> [TASK STATEMENT]:
Word for word, please copy the listing below, with its pictures left out.

> [DATA BLOCK]:
--------
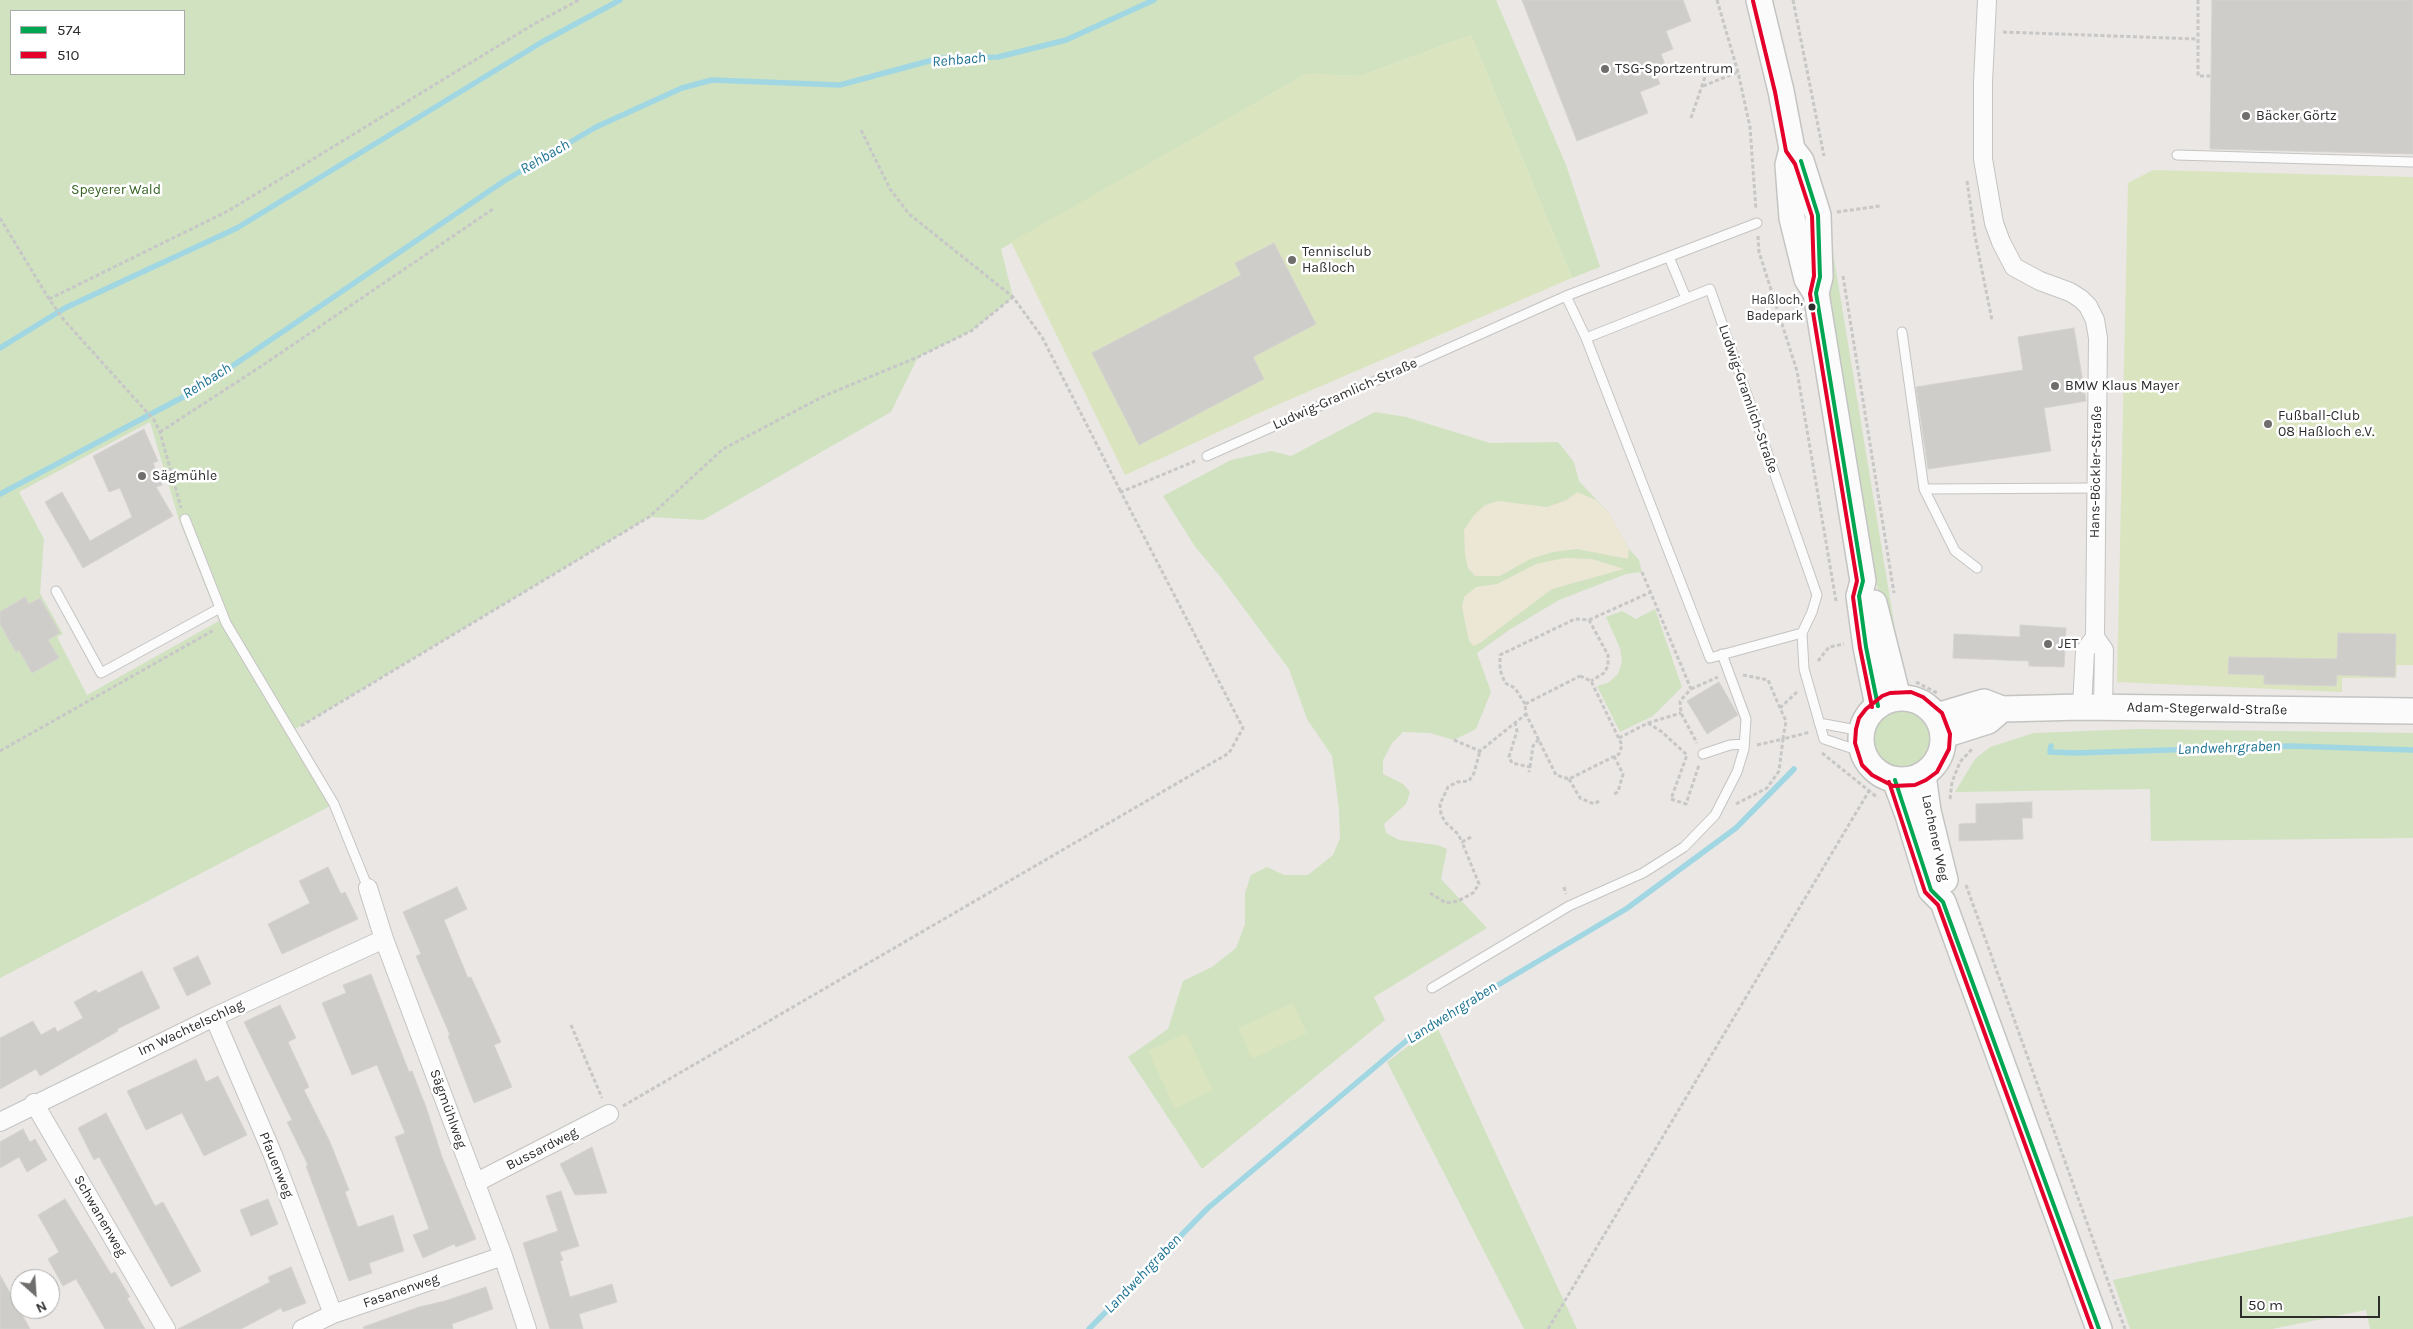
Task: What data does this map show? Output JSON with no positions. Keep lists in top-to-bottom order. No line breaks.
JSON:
{"streets":{"main road":["Adam-Stegerwald-Straße","Lachener Weg"],"street":["Hans-Böckler-Straße","Im Wachtelschlag","Sägmühlweg","Bussardweg","Pfauenweg","Schwanenweg","Fasanenweg"],"lane":["Ludwig-Gramlich-Straße"]},"crossings":[["Ludwig-Gramlich-Straße","Adam-Stegerwald-Straße"],["Ludwig-Gramlich-Straße","Lachener Weg"],["Hans-Böckler-Straße","Adam-Stegerwald-Straße"],["Adam-Stegerwald-Straße","Lachener Weg"],["Im Wachtelschlag","Sägmühlweg"],["Im Wachtelschlag","Pfauenweg"],["Im Wachtelschlag","Schwanenweg"],["Sägmühlweg","Bussardweg"],["Sägmühlweg","Fasanenweg"],["Pfauenweg","Fasanenweg"]],"water":["Rehbach","Landwehrgraben"],"parks":["Speyerer Wald"],"places":["TSG-Sportzentrum","Bäcker Görtz","Tennisclub Haßloch","Haßloch, Badepark","BMW Klaus Mayer","Fußball-Club 08 Haßloch e.V.","Sägmühle","JET"],"lines":["transit line 510","transit line 574"],"legend":["574","510"],"scale_bar":"50 m","north":"bottom right"}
--------
> [SOLUTION TO THE EXERCISE]:
Task: What data does this map show? Output JSON with no positions. Keep lists in top-to-bottom order. No line breaks.
JSON:
{"streets":{"main road":["Adam-Stegerwald-Straße","Lachener Weg"],"street":["Hans-Böckler-Straße","Im Wachtelschlag","Sägmühlweg","Bussardweg","Pfauenweg","Schwanenweg","Fasanenweg"],"lane":["Ludwig-Gramlich-Straße"]},"crossings":[["Ludwig-Gramlich-Straße","Adam-Stegerwald-Straße"],["Ludwig-Gramlich-Straße","Lachener Weg"],["Hans-Böckler-Straße","Adam-Stegerwald-Straße"],["Adam-Stegerwald-Straße","Lachener Weg"],["Im Wachtelschlag","Sägmühlweg"],["Im Wachtelschlag","Pfauenweg"],["Im Wachtelschlag","Schwanenweg"],["Sägmühlweg","Bussardweg"],["Sägmühlweg","Fasanenweg"],["Pfauenweg","Fasanenweg"]],"water":["Rehbach","Landwehrgraben"],"parks":["Speyerer Wald"],"places":["TSG-Sportzentrum","Bäcker Görtz","Tennisclub Haßloch","Haßloch, Badepark","BMW Klaus Mayer","Fußball-Club 08 Haßloch e.V.","Sägmühle","JET"],"lines":["transit line 510","transit line 574"],"legend":["574","510"],"scale_bar":"50 m","north":"bottom right"}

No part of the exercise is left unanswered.